Add mustard seeds, and as they splutter, add in the fenugreek seeds, curry leaves, green chilli, shallots and ginger in quick succession.
Sauté until the shallots are brown.
Add a bit of water to the spice powders (red chilli, turmeric and coriander) to make a paste, and pour into the chatti, sautéing gently. (If it seems dry, add enough coconut milk from the second pressing to create a loose paste).
Add salt to taste at this stage.
Add the cubed mango and prawns.
As soon as the prawns turn translucent, pour in the first coconut milk.
As soon as it comes to a boil, take it off the heat.
Serve hot with rice.
In Karnataka, mango rasam is made with jaggery, spices, and a green mango on the brink of ripening. It is served with rice, but also enjoyed on its own as a bright summer soup. Mango dal is another cherished recipe. A favourite with Gujaratis and Parsis, raw mango is boiled with either masoor or tuvar dal to make for a tangy summer side to rice or roti. (The Parsis, in typical fashion, even put an egg on it). In Tamil Nadu, where the sambar is a melting pot of every vegetable in season, mangoes are thrown into the party too.
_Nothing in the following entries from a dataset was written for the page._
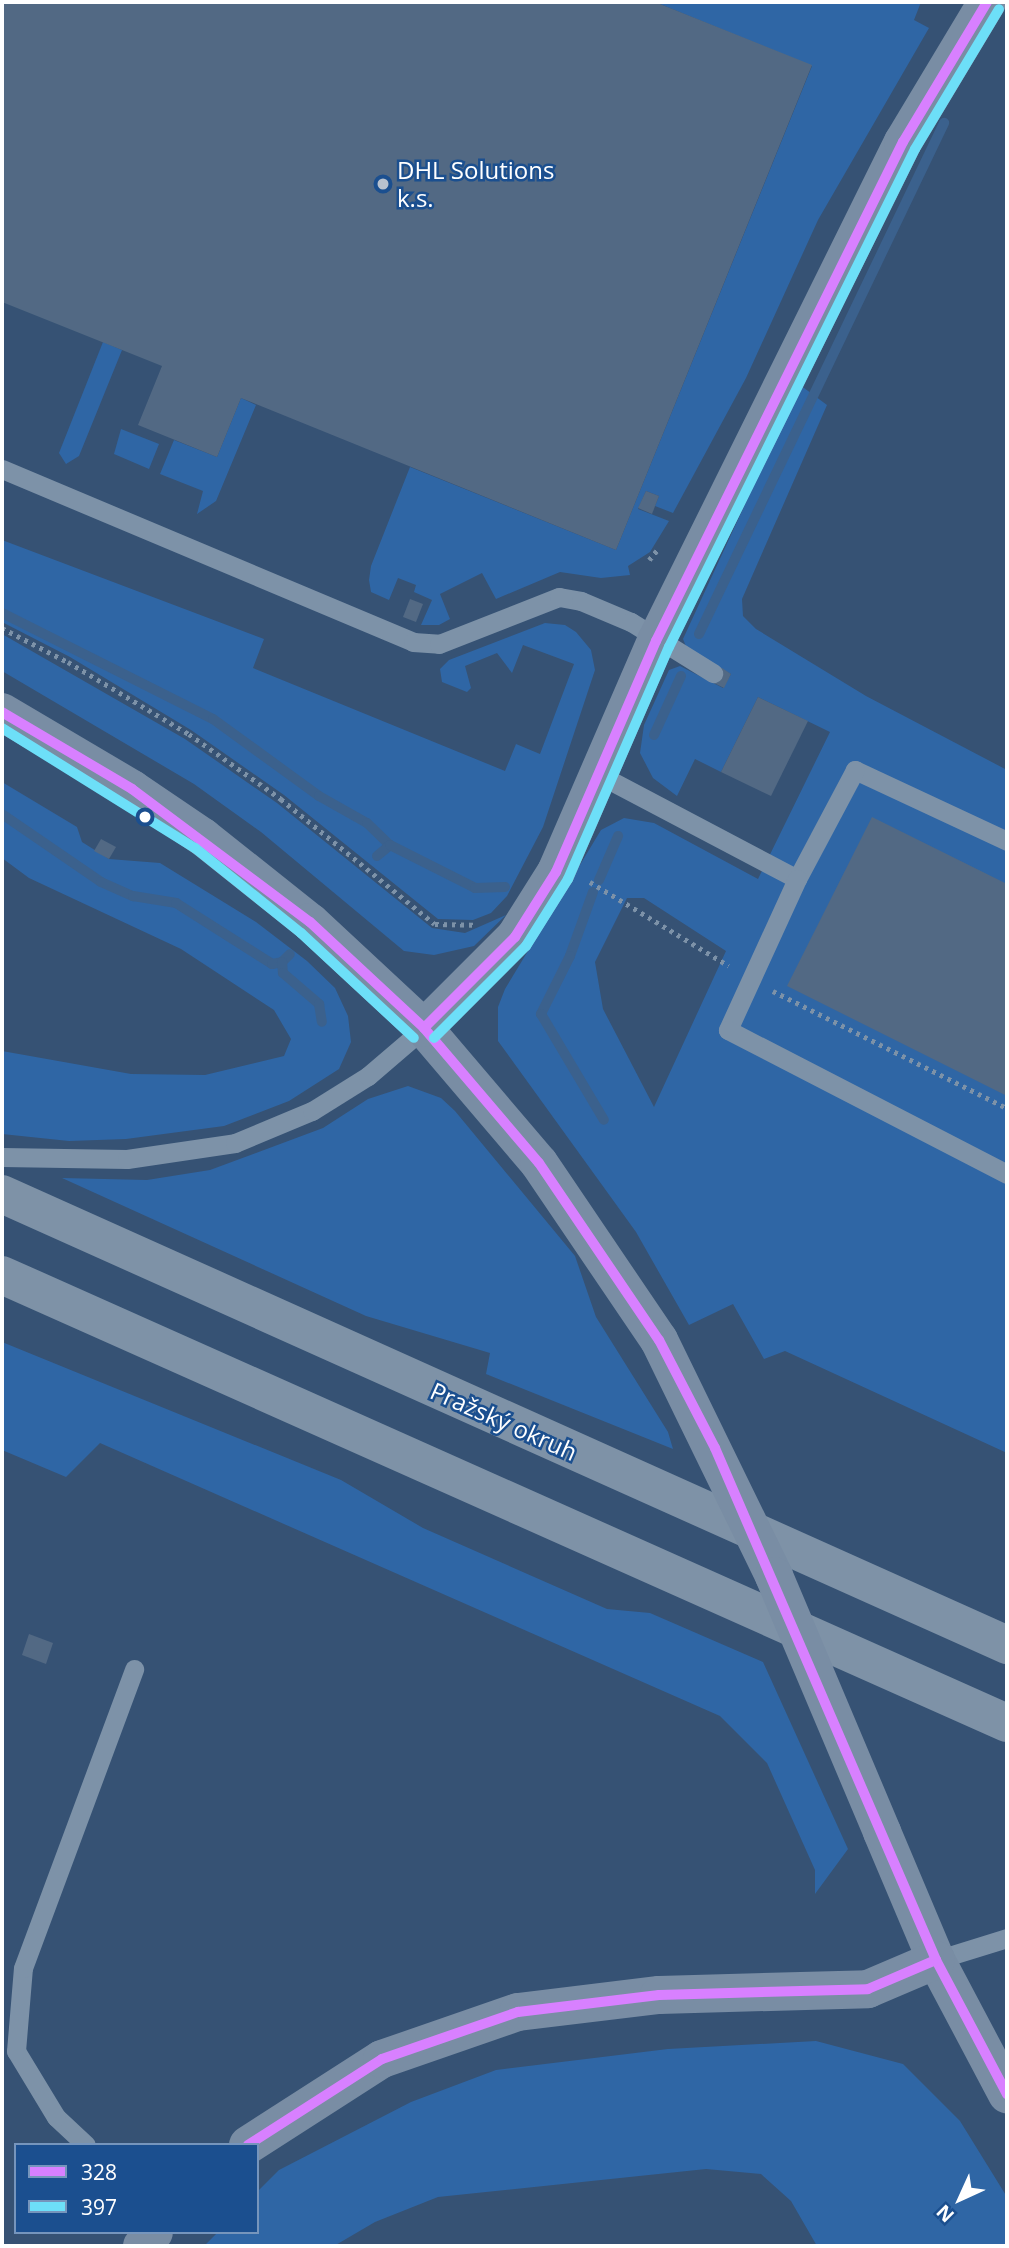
<!DOCTYPE html>
<html>
<head>
<meta charset="utf-8">
<style>
	body { margin:0 }
	#map { position:relative; width:1009px; height:2248px; overflow:hidden; background:#365274; font-family:"Open Sans",sans-serif }
	div>[style] { position:absolute }
	.green>* { inset:0; background:#2f66a5 }
	.stream>* { height:10px; margin:-5px; padding:0 5px; transform-origin:5px; border-radius:5px; background:#3b618d }
	.building>* { inset:0; background:#526984 }
	.path>* { height:4.5px; margin-top:-2.25px; transform-origin:0; background:repeating-linear-gradient(90deg,#7d92a8 0 3.5px,transparent 0 8.5px) }
	.lane>* { height:19px; margin:-9.5px; padding:0 9.5px; transform-origin:9.5px; border-radius:9.5px; background:#7d92a8 }
	.secondary>* { height:38px; margin:-19px; padding:0 19px; transform-origin:19px; border-radius:19px; background:#798da4 }
	.highway>* { height:38px; margin:-19px; padding:0 19px; transform-origin:19px; border-radius:19px; background:#7e92a7 }
	.secondary-bridge>* { height:38px; margin:-19px; padding:0 19px; transform-origin:19px; border-radius:19px; background:#798da4 }
	.bus-1>* { height:10px; margin:-5px; padding:0 5px; transform-origin:5px; border-radius:5px; background:#d880ff }
	.bus-2>* { height:10px; margin:-5px; padding:0 5px; transform-origin:5px; border-radius:5px; background:#6ddff8 }
	.dots>* { width:19px; height:19px; translate:-50% -50%; box-sizing:border-box; border:4px solid #1b4f8f; border-radius:50% }
	span { translate:-50% -50%; white-space:nowrap; text-align:center; line-height:1.15; -webkit-text-stroke:5px #1b4f8f; paint-order:stroke }
	.poi-label { font-size:24px; color:#fff }
	.left { translate:0 -50%; text-align:left }
	.street-label { font-size:24px; color:#fff }
	.frame { position:absolute; inset:0; border:4px solid #fff; pointer-events:none }
	.legend { position:absolute; left:14px; top:2143px; width:245px; height:91px; box-sizing:border-box; background:#1b4f8f; border:2px solid #7695bc; margin:0; padding:9px 12px; list-style:none; font-size:21px; color:#fff }
	.legend li { display:flex; align-items:center; gap:14px; height:35px }
	.legend b { width:35px; border:2px solid #7695bc }
	.north { position:absolute; left:925px; top:2164px; width:70px; height:70px; -webkit-text-stroke:5px #1b4f8f; paint-order:stroke; rotate:225deg; font-size:19px; font-weight:700; line-height:28px; text-align:center; color:#fff }
	.north::after { content:''; display:block; margin:auto; width:24px; height:32px; background:#fff; clip-path:polygon(50% 0,100% 100%,50% 72%,0 100%) }
</style>
</head>
<body>
<div id="map">
	<div class="green">
		<div style="clip-path:polygon(655px 2px,921px 2px,914px 20px,929px 28px,818px 220px,746px 378px,673px 513px,655px 506px,659px 496px,646px 491px,638px 509px,669px 521px,650px 552px,628px 566px,630px 575px,601px 578px,560px 572px,496px 599px,482px 573px,440px 594px,450px 619px,439px 625px,421px 625px,432px 600px,414px 592px,416px 585px,398px 578px,389px 600px,371px 592px,369px 580px,371px 566px,410px 467px,616px 550px,812px 66px)"></div>
		<div style="clip-path:polygon(103px 342px,122px 350px,79px 456px,66px 464px,59px 453px)"></div>
		<div style="clip-path:polygon(evenodd,800px 385px,827px 405px,742px 599px,743px 616px,756px 629px,866px 696px,1007px 770px,1007px 1453px,785px 1351px,764px 1359px,733px 1304px,689px 1325px,636px 1232px,498px 1041px,498px 1007px,505px 989px,601px 830px,624px 818px,654px 823px,758px 879px,830px 732px,758px 697px,721px 772px,695px 759px,677px 796px,653px 778px,640px 753px,644px 725px,669px 670px,680px 666px,723px 688px,731px 674px,687px 649px,683px 639px,800px 385px,627px 898px,644px 898px,726px 951px,654px 1107px,603px 1009px,595px 962px,627px 898px)"></div>
		<div style="clip-path:polygon(241px 398px,256px 405px,216px 501px,197px 514px,203px 491px,160px 474px,174px 440px,217px 457px)"></div>
		<div style="clip-path:polygon(121px 429px,159px 444px,149px 469px,114px 454px)"></div>
		<div style="clip-path:polygon(2px 540px,264px 639px,253px 668px,505px 771px,516px 744px,540px 754px,574px 664px,523px 645px,512px 673px,497px 653px,465px 666px,471px 688px,467px 692px,442px 682px,440px 669px,449px 660px,545px 623px,565px 625px,576px 632px,591px 650px,595px 670px,543px 827px,507px 896px,491px 913px,473px 920px,438px 919px,284px 795px,191px 730px,70px 657px,2px 622px)"></div>
		<div style="clip-path:polygon(2px 634px,185px 739px,277px 803px,432px 928px,465px 933px,506px 915px,474px 946px,434px 955px,404px 951px,261px 832px,194px 784px,2px 671px)"></div>
		<div style="clip-path:polygon(2px 782px,77px 827px,82px 842px,109px 859px,160px 863px,256px 922px,307px 961px,335px 988px,348px 1016px,351px 1042px,339px 1069px,289px 1101px,224px 1126px,126px 1139px,69px 1141px,2px 1134px,2px 1051px,131px 1074px,205px 1075px,284px 1056px,291px 1039px,274px 1010px,181px 949px,29px 878px,2px 858px)"></div>
		<div style="clip-path:polygon(408px 1086px,441px 1098px,455px 1111px,575px 1256px,596px 1317px,668px 1432px,673px 1449px,486px 1374px,490px 1353px,366px 1316px,62px 1178px,147px 1180px,210px 1170px,323px 1128px,368px 1099px)"></div>
		<div style="clip-path:polygon(2px 1342px,341px 1480px,423px 1528px,607px 1609px,650px 1613px,763px 1662px,848px 1849px,815px 1894px,815px 1870px,767px 1763px,720px 1716px,100px 1443px,66px 1477px,2px 1450px)"></div>
		<div style="clip-path:polygon(816px 2041px,903px 2064px,960px 2121px,1007px 2197px,1007px 2246px,817px 2246px,791px 2201px,761px 2174px,706px 2169px,438px 2197px,375px 2222px,334px 2246px,204px 2246px,218px 2232px,257px 2232px,257px 2192px,279px 2170px,411px 2102px,496px 2070px,668px 2049px)"></div>
	</div>
	<div class="stream">
		<div style="left:2px;top:613px;width:236px;rotate:26.7deg"></div>
		<div style="left:213px;top:719px;width:131px;rotate:36deg"></div>
		<div style="left:319px;top:796px;width:55px;rotate:29.4deg"></div>
		<div style="left:367px;top:823px;width:32px;rotate:44deg"></div>
		<div style="left:699px;top:634px;width:567px;rotate:-64.38deg"></div>
		<div style="left:654px;top:735px;width:65px;rotate:-65.4deg"></div>
		<div style="left:2px;top:814px;width:120px;rotate:34.5deg"></div>
		<div style="left:101px;top:882px;width:35px;rotate:24deg"></div>
		<div style="left:133px;top:896px;width:44px;rotate:9.2deg"></div>
		<div style="left:176px;top:903px;width:114px;rotate:32.4deg"></div>
		<div style="left:272px;top:964px;width:10px;rotate:-11deg"></div>
		<div style="left:282px;top:962px;width:11px;rotate:-45deg"></div>
		<div style="left:377px;top:856px;width:17px;rotate:-40deg"></div>
		<div style="left:390px;top:845px;width:95px;rotate:26.8deg"></div>
		<div style="left:475px;top:888px;width:30px;rotate:-2deg"></div>
		<div style="left:599px;top:880px;width:48px;rotate:-66.6deg"></div>
		<div style="left:593px;top:892px;width:68px;rotate:109.8deg"></div>
		<div style="left:570px;top:956px;width:65px;rotate:116.6deg"></div>
		<div style="left:541px;top:1014px;width:123px;rotate:59.3deg"></div>
		<div style="left:282px;top:962px;width:11px;rotate:85deg"></div>
		<div style="left:283px;top:973px;width:48px;rotate:40.7deg"></div>
		<div style="left:319px;top:1004px;width:18px;rotate:81deg"></div>
	</div>
	<div class="building">
		<div style="clip-path:polygon(2px 2px,655px 2px,812px 65px,616px 550px,241px 398px,217px 457px,138px 425px,162px 366px,2px 302px)"></div>
		<div style="clip-path:polygon(646px 491px,659px 496px,652px 514px,638px 508px)"></div>
		<div style="clip-path:polygon(410px 599px,423px 604px,416px 622px,403px 617px)"></div>
		<div style="clip-path:polygon(722px 668px,731px 674px,724px 688px,714px 683px)"></div>
		<div style="clip-path:polygon(758px 697px,808px 721px,771px 796px,721px 772px)"></div>
		<div style="clip-path:polygon(872px 817px,1007px 884px,1007px 1096px,787px 986px)"></div>
		<div style="clip-path:polygon(101px 839px,116px 847px,109px 859px,94px 851px)"></div>
		<div style="clip-path:polygon(29px 1634px,53px 1643px,46px 1664px,22px 1655px)"></div>
	</div>
	<div class="path">
		<div style="left:649px;top:560px;width:13px;rotate:-51deg"></div>
		<div style="left:2px;top:628px;width:74px;rotate:27.3deg"></div>
		<div style="left:68px;top:662px;width:141px;rotate:30.8deg"></div>
		<div style="left:189px;top:734px;width:113px;rotate:35.2deg"></div>
		<div style="left:281px;top:799px;width:198px;rotate:39.1deg"></div>
		<div style="left:435px;top:924px;width:39px;rotate:1deg"></div>
		<div style="left:590px;top:882px;width:162px;rotate:31.1deg"></div>
		<div style="left:773px;top:991px;width:262px;rotate:26.6deg"></div>
	</div>
	<div class="lane">
		<div style="left:2px;top:469px;width:446px;rotate:22.8deg"></div>
		<div style="left:413px;top:642px;width:26px;rotate:4deg"></div>
		<div style="left:439px;top:644px;width:129px;rotate:-21.4deg"></div>
		<div style="left:559px;top:597px;width:22px;rotate:10deg"></div>
		<div style="left:581px;top:601px;width:54px;rotate:22.8deg"></div>
		<div style="left:631px;top:622px;width:97px;rotate:31.9deg"></div>
		<div style="left:598px;top:774px;width:225px;rotate:27.8deg"></div>
		<div style="left:1007px;top:841px;width:168px;rotate:-155deg"></div>
		<div style="left:855px;top:770px;width:123px;rotate:118deg"></div>
		<div style="left:797px;top:879px;width:166px;rotate:114.6deg"></div>
		<div style="left:728px;top:1030px;width:314px;rotate:27.3deg"></div>
		<div style="left:2px;top:1157px;width:125px;rotate:0.9deg"></div>
		<div style="left:127px;top:1159px;width:109px;rotate:-8.4deg"></div>
		<div style="left:235px;top:1143px;width:83px;rotate:-22.6deg"></div>
		<div style="left:312px;top:1111px;width:66px;rotate:-32deg"></div>
		<div style="left:368px;top:1076px;width:74px;rotate:-40.6deg"></div>
		<div style="left:936px;top:1960px;width:74px;rotate:-17.2deg"></div>
		<div style="left:86px;top:2145px;width:41px;rotate:-137deg"></div>
		<div style="left:56px;top:2117px;width:77px;rotate:-121.2deg"></div>
		<div style="left:16px;top:2051px;width:83px;rotate:-85.2deg"></div>
		<div style="left:23px;top:1968px;width:319px;rotate:-69.6deg"></div>
	</div>
	<div class="secondary">
		<div style="left:2px;top:712px;width:151px;rotate:30.6deg"></div>
		<div style="left:132px;top:789px;width:86px;rotate:34.1deg"></div>
		<div style="left:203px;top:837px;width:137px;rotate:38.5deg"></div>
		<div style="left:310px;top:922px;width:156px;rotate:42.9deg"></div>
		<div style="left:424px;top:1028px;width:177px;rotate:49.6deg"></div>
		<div style="left:539px;top:1163px;width:214px;rotate:55.9deg"></div>
		<div style="left:424px;top:1028px;width:129px;rotate:-45deg"></div>
		<div style="left:515px;top:937px;width:77px;rotate:-57.8deg"></div>
		<div style="left:556px;top:872px;width:252px;rotate:-66.6deg"></div>
		<div style="left:656px;top:641px;width:557px;rotate:-63.67deg"></div>
		<div style="left:903px;top:142px;width:163px;rotate:-59deg"></div>
		<div style="left:882px;top:1832px;width:139px;rotate:67.1deg"></div>
		<div style="left:936px;top:1960px;width:152px;rotate:62.1deg"></div>
		<div style="left:248px;top:2145px;width:159px;rotate:-32.7deg"></div>
		<div style="left:382px;top:2059px;width:144px;rotate:-19.1deg"></div>
		<div style="left:518px;top:2012px;width:142px;rotate:-6.9deg"></div>
		<div style="left:659px;top:1995px;width:209px;rotate:-1.6deg"></div>
		<div style="left:868px;top:1989px;width:74px;rotate:-23.1deg"></div>
		<div style="left:142px;top:2246px;width:18px;rotate:-49deg"></div>
	</div>
	<div class="highway">
		<div style="left:2px;top:1194px;width:1102px;rotate:24.17deg"></div>
		<div style="left:2px;top:1275px;width:1100px;rotate:24.03deg"></div>
	</div>
	<div class="secondary-bridge">
		<div style="left:659px;top:1340px;width:263px;rotate:64deg"></div>
		<div style="left:774px;top:1576px;width:278px;rotate:67.1deg"></div>
	</div>
	<div class="bus-1">
		<div style="left:2px;top:712px;width:151px;rotate:30.6deg"></div>
		<div style="left:132px;top:789px;width:222px;rotate:36.8deg"></div>
		<div style="left:310px;top:922px;width:156px;rotate:42.9deg"></div>
		<div style="left:424px;top:1028px;width:177px;rotate:49.6deg"></div>
		<div style="left:539px;top:1163px;width:214px;rotate:55.9deg"></div>
		<div style="left:659px;top:1340px;width:122px;rotate:62.6deg"></div>
		<div style="left:715px;top:1448px;width:558px;rotate:66.65deg"></div>
		<div style="left:936px;top:1960px;width:152px;rotate:62.1deg"></div>
		<div style="left:424px;top:1028px;width:129px;rotate:-45deg"></div>
		<div style="left:515px;top:937px;width:77px;rotate:-57.8deg"></div>
		<div style="left:556px;top:872px;width:252px;rotate:-66.6deg"></div>
		<div style="left:656px;top:641px;width:557px;rotate:-63.67deg"></div>
		<div style="left:903px;top:142px;width:163px;rotate:-59deg"></div>
		<div style="left:248px;top:2145px;width:159px;rotate:-32.7deg"></div>
		<div style="left:382px;top:2059px;width:144px;rotate:-19.1deg"></div>
		<div style="left:518px;top:2012px;width:142px;rotate:-6.9deg"></div>
		<div style="left:659px;top:1995px;width:209px;rotate:-1.6deg"></div>
		<div style="left:868px;top:1989px;width:74px;rotate:-23.1deg"></div>
	</div>
	<div class="bus-2">
		<div style="left:2px;top:728px;width:227px;rotate:31.9deg"></div>
		<div style="left:195px;top:848px;width:136px;rotate:38.7deg"></div>
		<div style="left:301px;top:933px;width:154px;rotate:42.9deg"></div>
		<div style="left:434px;top:1038px;width:130px;rotate:-45deg"></div>
		<div style="left:526px;top:946px;width:79px;rotate:-57.9deg"></div>
		<div style="left:568px;top:879px;width:253px;rotate:-66.5deg"></div>
		<div style="left:669px;top:647px;width:555px;rotate:-63.71deg"></div>
		<div style="left:915px;top:149px;width:163px;rotate:-59deg"></div>
	</div>
	<div class="dots">
		<div style="left:383px;top:184px;background:#b9c2ce"></div>
		<div style="left:145px;top:817px;background:#fff"></div>
	</div>
	<div class="poi-label">
		<span class="left" style="left:397px;top:184px">DHL Solutions<br>k.s.</span>
	</div>
	<div class="street-label">
		<span style="left:504px;top:1421px;rotate:24deg">Pražský okruh</span>
	</div>
	<div class="frame"></div>
	<ul class="legend">
	<li><b style="height:9px;background:#d880ff"></b>328</li>
	<li><b style="height:9px;background:#6ddff8"></b>397</li>
	</ul>
	<div class="north">N</div>
</div>
</body>
</html>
Revati Gangal, an artist from Mumbai, describes a Maharashtrian delicacy from the Konkan region called ansa-phansachi bhaji that is sweet, sour and spicy, made with jackfruit, mangoes and pineapple. “Of course, there is also the much-loved amba poli, or dried mango preserve, that involves the laborious process of manually grinding the pulp, and then leaving it out to dry in the sun for days on end.”
Mango achars, pickles, chutneys and raitas are still made in kitchens around the country, each region incorporating its local ingredients and favoured spice mixes, from coconut to kokum and curry leaves. In Bengal, the traditional recipe for aam kasundi uses raw mango with mustard seeds and mustard oil, blended with garlic, turmeric and chillies and is usually prefaced with a puja, as is customary in the preparation of kasundi. Many families like to leave the mango still chunky in the pulp, covering it with muslin and leaving it to dry in the sunlight for a few days before it is refrigerated.
In Punjab and Delhi, the mango is famously savoured after a meal, cold from the refrigerator, paired with nothing more than a cup of yoghurt to counter the heat-inducing dangers of excessive mango consumption. The pleasure of “secret eating” is one that is familiar to anyone that has tasted a mango: peeling back the skin, carving quarters, or simply slicing the cheeks and sinking your teeth into the juicy flesh, skin and all, juices running down the length of your arms, leaving you sticky but satisfied.
In a country where legends of the mango abound, where the Mughals poured milk and treacle around the mango tree in the promise of sweet fruition, it would be nothing less than tragic to lose such diversity of traditional regional recipes.